§ **BRIEF**
Send back exactly the lines from the opening line of the records below through the one with "Transcribe the names".

--*--

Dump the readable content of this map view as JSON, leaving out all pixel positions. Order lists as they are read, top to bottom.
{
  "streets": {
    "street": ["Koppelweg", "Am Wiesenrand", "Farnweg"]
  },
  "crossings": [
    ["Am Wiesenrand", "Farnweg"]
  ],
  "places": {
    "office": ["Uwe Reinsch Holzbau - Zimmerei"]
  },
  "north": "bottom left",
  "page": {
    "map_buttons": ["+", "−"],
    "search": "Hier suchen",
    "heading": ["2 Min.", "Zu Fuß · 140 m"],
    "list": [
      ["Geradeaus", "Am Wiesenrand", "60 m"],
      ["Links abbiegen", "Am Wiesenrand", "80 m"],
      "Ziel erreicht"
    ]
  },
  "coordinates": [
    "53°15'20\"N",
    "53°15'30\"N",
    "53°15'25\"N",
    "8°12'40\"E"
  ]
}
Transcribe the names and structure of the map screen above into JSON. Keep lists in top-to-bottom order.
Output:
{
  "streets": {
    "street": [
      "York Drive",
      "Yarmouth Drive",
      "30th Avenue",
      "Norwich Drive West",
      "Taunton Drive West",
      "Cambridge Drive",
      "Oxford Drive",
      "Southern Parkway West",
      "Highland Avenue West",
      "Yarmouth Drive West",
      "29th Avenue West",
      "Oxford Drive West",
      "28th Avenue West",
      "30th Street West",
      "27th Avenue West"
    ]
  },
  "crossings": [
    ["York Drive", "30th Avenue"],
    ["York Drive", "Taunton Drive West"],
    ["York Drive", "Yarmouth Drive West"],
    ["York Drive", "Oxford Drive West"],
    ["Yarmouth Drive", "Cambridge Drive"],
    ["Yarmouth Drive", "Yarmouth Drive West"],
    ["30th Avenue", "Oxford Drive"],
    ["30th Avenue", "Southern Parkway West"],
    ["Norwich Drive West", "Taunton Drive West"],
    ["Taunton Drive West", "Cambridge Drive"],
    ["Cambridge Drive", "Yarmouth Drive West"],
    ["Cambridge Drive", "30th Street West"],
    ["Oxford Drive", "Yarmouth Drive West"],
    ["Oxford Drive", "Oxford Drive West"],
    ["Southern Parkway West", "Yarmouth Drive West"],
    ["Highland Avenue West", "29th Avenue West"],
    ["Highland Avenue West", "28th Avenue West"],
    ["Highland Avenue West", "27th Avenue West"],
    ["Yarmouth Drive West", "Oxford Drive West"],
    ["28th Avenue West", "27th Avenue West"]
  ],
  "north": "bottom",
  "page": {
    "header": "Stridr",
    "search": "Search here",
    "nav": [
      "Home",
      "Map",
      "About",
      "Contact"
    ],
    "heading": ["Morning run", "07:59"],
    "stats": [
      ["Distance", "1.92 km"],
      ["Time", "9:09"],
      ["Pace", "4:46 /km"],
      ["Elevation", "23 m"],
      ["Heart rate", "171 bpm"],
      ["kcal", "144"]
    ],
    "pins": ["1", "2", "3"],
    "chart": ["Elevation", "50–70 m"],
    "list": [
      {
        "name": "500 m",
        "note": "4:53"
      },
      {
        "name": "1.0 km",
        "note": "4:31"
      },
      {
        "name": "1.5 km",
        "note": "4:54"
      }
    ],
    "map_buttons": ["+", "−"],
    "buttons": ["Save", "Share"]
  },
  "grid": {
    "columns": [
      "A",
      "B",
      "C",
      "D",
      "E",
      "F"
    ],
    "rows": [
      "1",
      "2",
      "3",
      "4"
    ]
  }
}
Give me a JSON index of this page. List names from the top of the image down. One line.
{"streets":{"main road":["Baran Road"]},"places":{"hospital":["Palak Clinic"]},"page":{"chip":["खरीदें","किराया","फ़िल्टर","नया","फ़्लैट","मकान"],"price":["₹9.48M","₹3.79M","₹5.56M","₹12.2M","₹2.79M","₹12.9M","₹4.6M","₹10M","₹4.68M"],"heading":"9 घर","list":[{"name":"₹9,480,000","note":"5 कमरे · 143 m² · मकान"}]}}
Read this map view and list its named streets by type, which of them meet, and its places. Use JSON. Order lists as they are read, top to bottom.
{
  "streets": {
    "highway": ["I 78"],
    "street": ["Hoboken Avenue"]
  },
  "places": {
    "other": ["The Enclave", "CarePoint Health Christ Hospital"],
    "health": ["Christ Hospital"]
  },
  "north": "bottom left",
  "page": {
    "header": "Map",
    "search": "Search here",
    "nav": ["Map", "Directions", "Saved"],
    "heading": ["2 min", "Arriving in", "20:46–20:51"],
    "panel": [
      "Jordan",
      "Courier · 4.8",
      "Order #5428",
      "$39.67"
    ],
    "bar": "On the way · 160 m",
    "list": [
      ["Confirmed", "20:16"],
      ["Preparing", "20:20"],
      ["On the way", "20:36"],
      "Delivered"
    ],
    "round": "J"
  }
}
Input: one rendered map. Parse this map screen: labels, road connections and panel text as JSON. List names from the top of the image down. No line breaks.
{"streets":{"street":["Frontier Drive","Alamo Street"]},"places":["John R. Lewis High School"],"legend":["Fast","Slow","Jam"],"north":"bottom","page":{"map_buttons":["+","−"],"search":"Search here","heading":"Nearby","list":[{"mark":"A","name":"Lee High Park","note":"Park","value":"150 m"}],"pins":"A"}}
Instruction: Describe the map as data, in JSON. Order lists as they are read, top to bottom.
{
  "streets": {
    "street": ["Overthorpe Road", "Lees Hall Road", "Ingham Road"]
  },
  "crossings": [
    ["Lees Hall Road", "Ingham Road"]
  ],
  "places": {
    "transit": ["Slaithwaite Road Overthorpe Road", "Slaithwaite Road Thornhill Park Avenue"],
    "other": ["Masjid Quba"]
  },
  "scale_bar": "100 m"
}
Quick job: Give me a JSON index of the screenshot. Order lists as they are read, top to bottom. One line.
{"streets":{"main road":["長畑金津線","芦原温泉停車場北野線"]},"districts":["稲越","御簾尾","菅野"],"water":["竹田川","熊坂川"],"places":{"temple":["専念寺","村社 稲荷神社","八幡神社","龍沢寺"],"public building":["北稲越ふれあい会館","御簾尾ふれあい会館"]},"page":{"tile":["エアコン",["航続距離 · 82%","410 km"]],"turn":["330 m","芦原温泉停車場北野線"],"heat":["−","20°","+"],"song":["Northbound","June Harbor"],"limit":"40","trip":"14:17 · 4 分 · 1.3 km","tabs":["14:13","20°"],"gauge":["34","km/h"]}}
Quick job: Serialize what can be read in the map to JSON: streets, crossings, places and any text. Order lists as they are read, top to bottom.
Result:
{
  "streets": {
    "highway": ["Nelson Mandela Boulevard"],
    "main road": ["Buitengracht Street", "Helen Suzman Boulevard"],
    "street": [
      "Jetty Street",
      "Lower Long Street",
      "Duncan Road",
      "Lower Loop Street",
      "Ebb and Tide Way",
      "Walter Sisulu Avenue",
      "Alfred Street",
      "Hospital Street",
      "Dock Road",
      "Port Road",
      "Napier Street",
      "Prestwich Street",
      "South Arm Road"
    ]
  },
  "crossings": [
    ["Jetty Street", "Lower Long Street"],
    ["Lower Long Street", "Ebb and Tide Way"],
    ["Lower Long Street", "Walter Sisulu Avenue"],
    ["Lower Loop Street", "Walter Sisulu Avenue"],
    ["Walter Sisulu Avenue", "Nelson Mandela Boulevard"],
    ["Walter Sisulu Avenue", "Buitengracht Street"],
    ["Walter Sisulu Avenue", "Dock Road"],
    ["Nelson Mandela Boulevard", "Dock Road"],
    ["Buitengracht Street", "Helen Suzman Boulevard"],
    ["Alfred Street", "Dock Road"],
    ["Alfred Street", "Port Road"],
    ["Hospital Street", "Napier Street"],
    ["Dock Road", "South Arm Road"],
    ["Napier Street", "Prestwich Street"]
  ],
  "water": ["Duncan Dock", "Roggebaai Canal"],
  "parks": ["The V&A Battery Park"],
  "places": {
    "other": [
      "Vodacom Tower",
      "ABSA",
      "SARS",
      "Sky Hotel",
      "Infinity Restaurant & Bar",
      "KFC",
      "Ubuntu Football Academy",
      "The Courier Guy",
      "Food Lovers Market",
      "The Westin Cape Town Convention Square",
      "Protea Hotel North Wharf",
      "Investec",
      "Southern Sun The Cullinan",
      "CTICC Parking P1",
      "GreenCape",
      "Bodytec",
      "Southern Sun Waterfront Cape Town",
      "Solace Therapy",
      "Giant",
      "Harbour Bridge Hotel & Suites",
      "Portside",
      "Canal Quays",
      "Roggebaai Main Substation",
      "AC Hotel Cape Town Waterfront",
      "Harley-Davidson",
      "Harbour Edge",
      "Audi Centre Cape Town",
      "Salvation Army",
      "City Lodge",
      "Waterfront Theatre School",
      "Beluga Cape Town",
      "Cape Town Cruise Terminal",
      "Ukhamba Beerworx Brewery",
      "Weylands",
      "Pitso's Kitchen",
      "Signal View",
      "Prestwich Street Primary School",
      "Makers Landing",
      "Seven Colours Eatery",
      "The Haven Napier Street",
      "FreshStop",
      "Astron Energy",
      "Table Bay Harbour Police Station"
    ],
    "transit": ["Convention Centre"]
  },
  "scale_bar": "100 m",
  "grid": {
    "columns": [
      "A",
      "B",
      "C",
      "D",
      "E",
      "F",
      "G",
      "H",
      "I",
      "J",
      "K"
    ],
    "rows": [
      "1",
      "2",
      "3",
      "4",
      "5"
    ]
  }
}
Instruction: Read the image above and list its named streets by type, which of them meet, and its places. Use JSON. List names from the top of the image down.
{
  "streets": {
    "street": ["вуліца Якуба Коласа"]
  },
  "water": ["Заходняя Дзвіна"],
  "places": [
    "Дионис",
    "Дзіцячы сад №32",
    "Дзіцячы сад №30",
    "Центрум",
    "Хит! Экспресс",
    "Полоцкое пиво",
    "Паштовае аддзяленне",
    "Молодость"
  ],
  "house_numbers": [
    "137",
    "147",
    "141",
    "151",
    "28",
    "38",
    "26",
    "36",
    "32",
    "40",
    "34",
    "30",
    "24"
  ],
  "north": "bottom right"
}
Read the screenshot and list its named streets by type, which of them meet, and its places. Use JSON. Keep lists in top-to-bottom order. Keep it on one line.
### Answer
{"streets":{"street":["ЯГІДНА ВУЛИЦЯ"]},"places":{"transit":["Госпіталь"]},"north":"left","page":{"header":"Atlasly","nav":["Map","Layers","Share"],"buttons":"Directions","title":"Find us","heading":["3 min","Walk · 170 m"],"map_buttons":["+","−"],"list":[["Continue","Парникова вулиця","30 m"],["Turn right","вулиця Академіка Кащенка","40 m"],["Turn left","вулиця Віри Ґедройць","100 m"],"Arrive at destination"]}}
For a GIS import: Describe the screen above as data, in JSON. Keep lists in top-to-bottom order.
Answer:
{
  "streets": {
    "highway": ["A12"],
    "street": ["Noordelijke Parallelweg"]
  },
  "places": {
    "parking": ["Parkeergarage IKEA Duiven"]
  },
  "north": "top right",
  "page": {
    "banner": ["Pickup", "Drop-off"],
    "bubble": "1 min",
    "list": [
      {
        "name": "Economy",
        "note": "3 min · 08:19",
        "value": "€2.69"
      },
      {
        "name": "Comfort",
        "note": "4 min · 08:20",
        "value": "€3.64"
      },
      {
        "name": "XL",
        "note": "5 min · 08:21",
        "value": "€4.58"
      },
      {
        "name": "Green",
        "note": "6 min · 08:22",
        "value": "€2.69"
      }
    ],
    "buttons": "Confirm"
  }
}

--*--

§ **ANSWER**
Dump the readable content of this map view as JSON, leaving out all pixel positions. Order lists as they are read, top to bottom.
{
  "streets": {
    "street": ["Koppelweg", "Am Wiesenrand", "Farnweg"]
  },
  "crossings": [
    ["Am Wiesenrand", "Farnweg"]
  ],
  "places": {
    "office": ["Uwe Reinsch Holzbau - Zimmerei"]
  },
  "north": "bottom left",
  "page": {
    "map_buttons": ["+", "−"],
    "search": "Hier suchen",
    "heading": ["2 Min.", "Zu Fuß · 140 m"],
    "list": [
      ["Geradeaus", "Am Wiesenrand", "60 m"],
      ["Links abbiegen", "Am Wiesenrand", "80 m"],
      "Ziel erreicht"
    ]
  },
  "coordinates": [
    "53°15'20\"N",
    "53°15'30\"N",
    "53°15'25\"N",
    "8°12'40\"E"
  ]
}
Transcribe the names and structure of the map screen above into JSON. Keep lists in top-to-bottom order.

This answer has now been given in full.